-- Record excerpts --
+ + + +

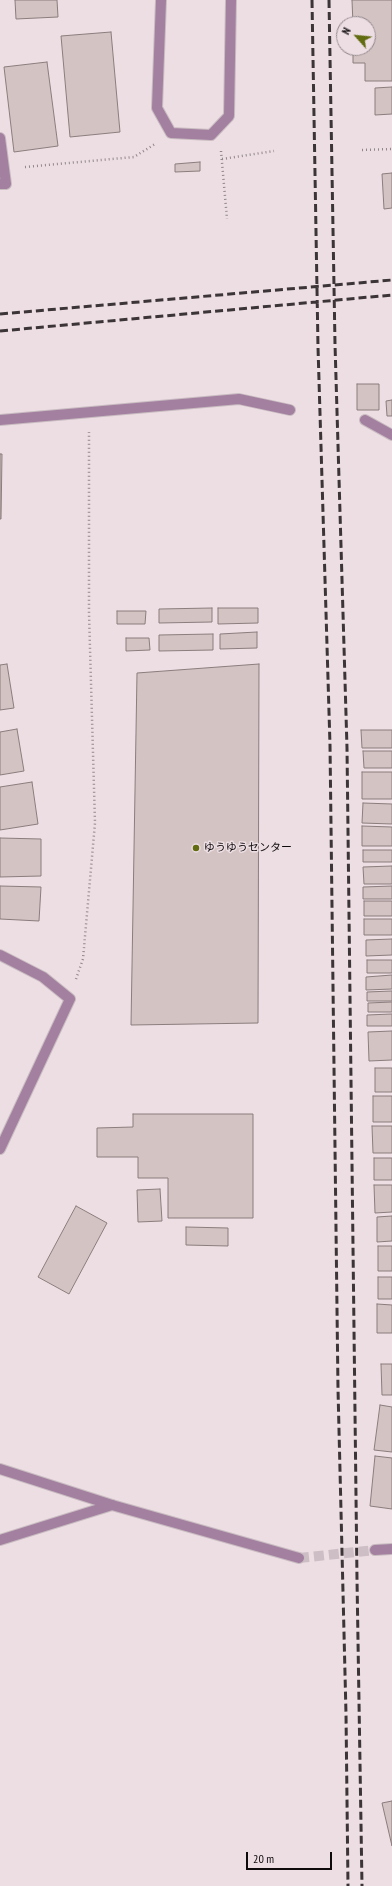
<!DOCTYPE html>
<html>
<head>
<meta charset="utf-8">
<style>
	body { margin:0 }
	#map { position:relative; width:392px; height:1886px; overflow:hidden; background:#eddee4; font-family:"PT Sans Narrow",sans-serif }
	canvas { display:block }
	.north { position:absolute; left:336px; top:16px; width:40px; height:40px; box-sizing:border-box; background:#eddee4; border:1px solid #948a8e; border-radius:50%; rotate:297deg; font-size:11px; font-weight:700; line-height:16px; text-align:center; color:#0f0b0c }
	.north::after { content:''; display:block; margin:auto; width:14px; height:18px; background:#616b10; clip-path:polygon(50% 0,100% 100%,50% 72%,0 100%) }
	.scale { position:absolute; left:246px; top:1852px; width:86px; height:18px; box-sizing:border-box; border:2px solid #0f0b0c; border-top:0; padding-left:5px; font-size:12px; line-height:14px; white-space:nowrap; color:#0f0b0c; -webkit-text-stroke:3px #eddee4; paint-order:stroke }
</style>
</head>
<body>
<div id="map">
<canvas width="392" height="1886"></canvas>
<div class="north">N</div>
<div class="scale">20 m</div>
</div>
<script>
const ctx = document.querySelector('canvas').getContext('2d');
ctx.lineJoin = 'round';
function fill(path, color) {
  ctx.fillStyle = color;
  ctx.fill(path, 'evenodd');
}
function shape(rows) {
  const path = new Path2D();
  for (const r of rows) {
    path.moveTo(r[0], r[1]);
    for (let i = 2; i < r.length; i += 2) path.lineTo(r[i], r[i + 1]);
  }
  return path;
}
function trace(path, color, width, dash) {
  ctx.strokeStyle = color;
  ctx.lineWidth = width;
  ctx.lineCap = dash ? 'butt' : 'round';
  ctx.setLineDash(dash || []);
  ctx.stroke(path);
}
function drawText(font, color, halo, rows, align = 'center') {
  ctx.font = font + ' "PT Sans Narrow","Noto Sans JP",sans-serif';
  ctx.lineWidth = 3;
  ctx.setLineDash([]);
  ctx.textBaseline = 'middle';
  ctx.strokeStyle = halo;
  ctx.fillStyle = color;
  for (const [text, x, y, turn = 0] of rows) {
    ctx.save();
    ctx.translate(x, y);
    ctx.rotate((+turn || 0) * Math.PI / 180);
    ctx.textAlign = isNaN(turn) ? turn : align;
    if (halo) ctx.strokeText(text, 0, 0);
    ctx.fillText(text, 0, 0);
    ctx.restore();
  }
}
const building = shape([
	[15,0,57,0,58,17,16,19,15,0],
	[352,0,392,0,392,81,365,81,365,63,353,63,353,48,368,48,368,24,353,24,352,0],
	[111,32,120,132,70,137,61,36,111,32],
	[47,62,58,146,14,152,4,67,47,62],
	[392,87,392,114,375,115,375,88,392,87],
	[200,162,200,171,175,172,175,164,200,162],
	[392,173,392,208,384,209,382,174,392,173],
	[357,384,379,384,379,410,357,410,357,384],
	[392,400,392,416,387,416,386,401,392,400],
	[0,454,2,454,1,519,0,519,0,454],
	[212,608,212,622,159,623,159,609,212,608],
	[218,608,258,608,258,623,218,624,218,608],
	[117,611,146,611,145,624,117,624,117,611],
	[257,632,257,648,220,649,220,634,257,632],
	[213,634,213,650,159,651,159,635,213,634],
	[126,638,149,638,150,650,126,651,126,638],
	[7,664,14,708,0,710,0,665,7,664],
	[259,664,258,1023,131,1025,137,673,259,664],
	[17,729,24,771,0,775,0,732,17,729],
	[361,730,392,730,392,748,362,748,361,730],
	[363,751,392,751,392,768,364,768,363,751],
	[362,772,392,772,392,799,362,799,362,772],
	[32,782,38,824,0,830,0,787,32,782],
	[363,803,392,804,392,824,362,823,363,803],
	[362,826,392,827,392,846,362,846,362,826],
	[0,838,41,839,41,876,0,877,0,838],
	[363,850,392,850,392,862,363,862,363,850],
	[392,866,392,884,364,884,363,867,392,866],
	[0,886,41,887,39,921,0,919,0,886],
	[392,886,392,899,363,899,363,887,392,886],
	[364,901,392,901,392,916,364,916,364,901],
	[364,919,392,919,392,935,364,935,364,919],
	[392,939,392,955,366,956,366,940,392,939],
	[367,960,392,960,392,973,367,973,367,960],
	[392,975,392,989,366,990,366,977,392,975],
	[392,991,392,1001,367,1001,367,992,392,991],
	[392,1002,392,1012,368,1012,368,1003,392,1002],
	[392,1014,392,1026,367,1026,367,1015,392,1014],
	[392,1031,392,1060,369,1061,368,1032,392,1031],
	[375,1068,392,1068,392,1092,375,1092,375,1068],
	[373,1096,392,1096,392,1122,373,1122,373,1096],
	[133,1114,253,1114,253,1218,168,1218,168,1178,138,1178,138,1157,97,1157,97,1128,133,1127,133,1114],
	[372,1126,392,1126,392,1153,373,1153,372,1126],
	[374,1158,392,1158,392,1180,374,1180,374,1158],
	[374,1185,392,1185,392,1212,375,1213,374,1185],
	[160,1189,162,1221,138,1222,137,1190,160,1189],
	[76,1206,107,1223,69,1294,38,1277,76,1206],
	[392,1216,392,1241,377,1242,377,1217,392,1216],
	[186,1227,228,1228,228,1246,186,1245,186,1227],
	[378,1246,392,1246,392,1271,378,1271,378,1246],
	[378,1277,392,1277,392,1299,378,1299,378,1277],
	[377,1304,392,1305,392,1333,377,1333,377,1304],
	[381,1364,392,1364,392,1395,382,1395,381,1364],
	[380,1405,392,1407,392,1452,374,1450,380,1405],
	[375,1456,392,1458,392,1509,370,1506,375,1456],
	[392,1801,392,1846,382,1803,392,1801]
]);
fill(building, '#d3c3c3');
trace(building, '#8b7d7d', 1);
trace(shape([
	[299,1558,375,1550]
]), '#ccbec4', 10, [10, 5]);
const service = shape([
	[0,420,239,399,290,410],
	[365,420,392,435]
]);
const minor = shape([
	[161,0,157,108,171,133,211,135,229,116,231,0],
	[0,955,43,977,70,999,0,1149],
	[0,1540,112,1505]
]);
const tertiary = shape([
	[0,138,6,184,0,184],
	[0,1469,112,1505,299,1558],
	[375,1550,392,1549]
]);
trace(service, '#c9bcc1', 12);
trace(minor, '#c9bcc1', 12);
trace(tertiary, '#c9bcc1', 12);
trace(shape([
	[362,150,392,149],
	[221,151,227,219],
	[222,159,274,151],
	[25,167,134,157,155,144],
	[76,979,83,959,95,823,89,613,89,432]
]), '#91878b', 2.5, [1, 3]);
trace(service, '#a380a0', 10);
trace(minor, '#a380a0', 10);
trace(tertiary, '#a380a0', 10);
trace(shape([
	[312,0,318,347,330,745,338,1389,346,1714,348,1886],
	[329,0,335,344,347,748,357,1579,362,1886],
	[0,314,392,280],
	[0,331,392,295]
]), '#3c3537', 3, [8, 4]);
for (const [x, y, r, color] of [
	[196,848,4,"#616b10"]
]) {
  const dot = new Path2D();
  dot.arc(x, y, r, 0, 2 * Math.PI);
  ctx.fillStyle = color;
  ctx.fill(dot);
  trace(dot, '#eddee4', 1.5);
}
drawText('11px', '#0f0b0c', '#eddee4', [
	["ゆうゆうセンター",204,848]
], 'left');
</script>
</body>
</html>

+ + + +

-- What you need to do --
Where a line of the data contains "rows", copy that line.

-- Answer to this problem --
function shape(rows) {
  for (const r of rows) {
function drawText(font, color, halo, rows, align = 'center') {
  for (const [text, x, y, turn = 0] of rows) {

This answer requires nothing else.